Tuesday gave voters their first chance to weigh the fates of school budgets developed under the state's new tax cap, and the law worked just as intended by lawmakers.
Only four districts in Western New York decided to even try to pass a budget that exceeded the tax cap, and two of those went down to defeat -- sending a clear message of fiscal restraint to school district officials and employees.
This result highlights the value of the tax cap, which was intended to block districts from sharply raising the property tax levy -- the amount to be raised in taxes -- beyond a cap of 2 percent plus certain exemptions and district growth.
The tax cap worked as planned, but it did most of its work before voters went to the polls.
Districts opted to make spending cuts and extracted concessions from employees to keep their tax increases within the state cap.
In Erie and Niagara counties, districts this year proposed average tax levy increases of 2.5 percent, down from an average increase of 3.7 percent last year, according to a Buffalo News analysis.
Districts that presented a budget seeking to raise the property tax levy beyond the cap were taking a risk, because they needed 60 percent of voters to approve the budget instead of the normal 50 percent plus one vote.
Statewide, only 48 of nearly 700 school districts attempted to exceed the tax cap, and 40 percent of those budgets failed to pass, the New York State School Boards Association told The News.
In Western New York, just four districts tried to pass a 2012-13 budget that exceeded the tax cap -- Niagara-Wheatfield, Holland, Bemus Point and Wyoming Central.
Holland and Bemus Point passed, while Niagara-Wheatfield and Wyoming -- which each proposed tax-levy increases of 9.9 percent -- went down to defeat.
Taxes still went up in a number of communities, as school boards wrestled with rising costs for employee benefits and the expiration of federal stimulus funds.
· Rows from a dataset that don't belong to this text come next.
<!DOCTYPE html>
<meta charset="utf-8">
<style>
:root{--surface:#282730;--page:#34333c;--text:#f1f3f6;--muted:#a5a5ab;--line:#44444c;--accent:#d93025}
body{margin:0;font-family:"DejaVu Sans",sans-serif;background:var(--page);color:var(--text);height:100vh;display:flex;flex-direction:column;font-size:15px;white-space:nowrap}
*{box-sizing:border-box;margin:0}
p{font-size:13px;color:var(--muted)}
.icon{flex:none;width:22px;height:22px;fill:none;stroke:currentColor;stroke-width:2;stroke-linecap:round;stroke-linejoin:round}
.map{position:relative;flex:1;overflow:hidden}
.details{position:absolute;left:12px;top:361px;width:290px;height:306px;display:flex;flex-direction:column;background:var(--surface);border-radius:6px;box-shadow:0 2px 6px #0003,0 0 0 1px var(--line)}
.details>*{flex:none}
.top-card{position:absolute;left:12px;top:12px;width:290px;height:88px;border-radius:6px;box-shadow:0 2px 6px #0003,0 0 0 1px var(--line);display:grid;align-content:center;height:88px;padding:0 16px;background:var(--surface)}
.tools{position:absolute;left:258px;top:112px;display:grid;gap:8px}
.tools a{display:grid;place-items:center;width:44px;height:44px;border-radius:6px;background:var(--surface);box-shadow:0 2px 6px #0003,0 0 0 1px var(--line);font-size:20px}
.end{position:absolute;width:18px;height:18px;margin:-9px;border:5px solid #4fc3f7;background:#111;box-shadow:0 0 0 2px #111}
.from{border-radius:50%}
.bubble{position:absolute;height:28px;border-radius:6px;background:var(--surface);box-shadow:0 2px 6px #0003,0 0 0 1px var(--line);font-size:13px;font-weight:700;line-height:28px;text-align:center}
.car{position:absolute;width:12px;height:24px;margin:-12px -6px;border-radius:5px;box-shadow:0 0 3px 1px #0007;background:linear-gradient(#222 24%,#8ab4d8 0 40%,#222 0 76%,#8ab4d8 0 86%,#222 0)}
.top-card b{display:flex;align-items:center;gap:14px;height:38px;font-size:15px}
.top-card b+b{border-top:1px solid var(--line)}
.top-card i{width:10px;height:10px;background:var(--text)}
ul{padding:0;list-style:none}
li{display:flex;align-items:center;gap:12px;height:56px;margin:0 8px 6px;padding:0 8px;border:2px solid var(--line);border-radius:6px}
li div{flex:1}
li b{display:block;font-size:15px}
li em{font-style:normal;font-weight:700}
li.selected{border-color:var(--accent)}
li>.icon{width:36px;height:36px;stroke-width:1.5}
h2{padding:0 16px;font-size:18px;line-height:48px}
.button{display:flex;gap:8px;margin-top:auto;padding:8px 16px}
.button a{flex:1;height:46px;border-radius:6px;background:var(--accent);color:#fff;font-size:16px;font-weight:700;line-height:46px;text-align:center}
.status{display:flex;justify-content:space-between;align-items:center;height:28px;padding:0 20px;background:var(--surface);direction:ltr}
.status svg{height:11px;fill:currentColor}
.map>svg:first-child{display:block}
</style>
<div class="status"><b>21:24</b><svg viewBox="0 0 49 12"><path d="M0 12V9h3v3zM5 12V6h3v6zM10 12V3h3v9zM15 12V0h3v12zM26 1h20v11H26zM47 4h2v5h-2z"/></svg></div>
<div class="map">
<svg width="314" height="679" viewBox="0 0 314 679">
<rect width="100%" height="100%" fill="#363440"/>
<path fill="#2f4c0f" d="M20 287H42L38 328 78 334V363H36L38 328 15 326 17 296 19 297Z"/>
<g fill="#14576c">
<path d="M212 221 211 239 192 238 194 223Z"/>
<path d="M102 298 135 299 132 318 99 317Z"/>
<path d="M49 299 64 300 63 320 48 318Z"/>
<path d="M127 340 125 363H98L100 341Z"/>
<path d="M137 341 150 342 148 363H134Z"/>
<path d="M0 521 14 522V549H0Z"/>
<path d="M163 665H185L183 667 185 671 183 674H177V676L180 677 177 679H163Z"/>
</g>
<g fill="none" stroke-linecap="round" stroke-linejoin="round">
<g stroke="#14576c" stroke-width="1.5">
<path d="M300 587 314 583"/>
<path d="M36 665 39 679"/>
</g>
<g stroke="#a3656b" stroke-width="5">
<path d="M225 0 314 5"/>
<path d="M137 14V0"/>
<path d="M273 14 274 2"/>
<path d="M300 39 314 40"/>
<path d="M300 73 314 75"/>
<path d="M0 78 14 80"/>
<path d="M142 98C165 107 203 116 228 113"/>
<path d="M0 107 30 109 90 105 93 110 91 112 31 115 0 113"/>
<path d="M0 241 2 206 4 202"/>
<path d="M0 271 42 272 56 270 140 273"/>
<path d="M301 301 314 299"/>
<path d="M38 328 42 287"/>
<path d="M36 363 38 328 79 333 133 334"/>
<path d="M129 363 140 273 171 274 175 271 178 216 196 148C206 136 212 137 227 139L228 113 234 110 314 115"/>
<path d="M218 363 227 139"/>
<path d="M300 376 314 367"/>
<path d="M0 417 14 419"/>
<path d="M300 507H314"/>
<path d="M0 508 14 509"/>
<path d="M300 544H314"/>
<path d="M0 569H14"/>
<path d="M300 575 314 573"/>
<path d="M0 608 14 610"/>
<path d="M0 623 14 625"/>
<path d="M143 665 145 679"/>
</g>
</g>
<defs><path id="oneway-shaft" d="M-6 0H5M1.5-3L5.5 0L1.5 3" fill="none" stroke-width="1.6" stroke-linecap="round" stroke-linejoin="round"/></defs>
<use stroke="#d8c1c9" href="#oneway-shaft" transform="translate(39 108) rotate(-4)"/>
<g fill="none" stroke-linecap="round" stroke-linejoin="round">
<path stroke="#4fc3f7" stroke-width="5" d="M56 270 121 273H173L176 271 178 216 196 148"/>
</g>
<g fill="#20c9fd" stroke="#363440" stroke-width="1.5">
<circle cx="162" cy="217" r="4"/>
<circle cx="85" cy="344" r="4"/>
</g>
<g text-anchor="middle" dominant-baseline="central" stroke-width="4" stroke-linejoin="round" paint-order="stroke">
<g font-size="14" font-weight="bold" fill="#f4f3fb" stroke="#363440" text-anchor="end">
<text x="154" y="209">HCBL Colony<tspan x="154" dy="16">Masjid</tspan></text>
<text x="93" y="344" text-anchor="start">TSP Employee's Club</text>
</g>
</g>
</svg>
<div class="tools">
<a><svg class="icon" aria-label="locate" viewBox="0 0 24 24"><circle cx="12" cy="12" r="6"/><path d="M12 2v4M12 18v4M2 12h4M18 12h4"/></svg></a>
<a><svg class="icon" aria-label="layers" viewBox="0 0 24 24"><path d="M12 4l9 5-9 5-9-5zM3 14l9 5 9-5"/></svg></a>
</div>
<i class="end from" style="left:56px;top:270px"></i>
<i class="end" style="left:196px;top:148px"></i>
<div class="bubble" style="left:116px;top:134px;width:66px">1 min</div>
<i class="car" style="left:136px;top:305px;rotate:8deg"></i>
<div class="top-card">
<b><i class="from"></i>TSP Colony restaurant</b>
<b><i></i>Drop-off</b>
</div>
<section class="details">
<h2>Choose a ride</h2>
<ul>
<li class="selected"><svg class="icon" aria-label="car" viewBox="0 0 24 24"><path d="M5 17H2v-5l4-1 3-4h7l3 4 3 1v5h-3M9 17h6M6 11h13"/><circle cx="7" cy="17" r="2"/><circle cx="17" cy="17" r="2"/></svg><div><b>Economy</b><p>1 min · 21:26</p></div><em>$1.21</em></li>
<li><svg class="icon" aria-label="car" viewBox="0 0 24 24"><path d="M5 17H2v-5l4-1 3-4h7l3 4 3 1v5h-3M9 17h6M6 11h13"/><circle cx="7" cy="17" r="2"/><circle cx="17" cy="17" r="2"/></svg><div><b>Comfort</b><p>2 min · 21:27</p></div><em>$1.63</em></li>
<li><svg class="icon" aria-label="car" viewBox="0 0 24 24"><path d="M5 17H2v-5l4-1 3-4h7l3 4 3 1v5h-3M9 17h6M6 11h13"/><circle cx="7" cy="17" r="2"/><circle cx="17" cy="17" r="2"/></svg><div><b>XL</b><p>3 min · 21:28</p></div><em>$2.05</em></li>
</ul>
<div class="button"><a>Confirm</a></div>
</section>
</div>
But the cap served as a welcome regulator that kept taxes from rising unchecked.
In a related matter, the fiscal challenges facing every district likely explain why so few people wanted to serve on their school board.
School board races were held Tuesday in 37 districts in Erie and Niagara counties. Just 17 had a competitive race, while candidates ran unopposed in 20 districts. And Akron, which had two open seats but only one candidate, had to resort to write-in votes to fill the second seat. Two candidates tied, with 11 votes each, and a run-off election may have to be held.
We can understand why serving on a school board is not the sought-after post it once was. It's a thankless, unpaid job, and members are making tough decisions to close schools, cut programs or lay off teachers.
The tax cap remains in effect for next year, presenting more of these difficult choices to school districts while slowing the increase in the property-tax burden on New York's residents.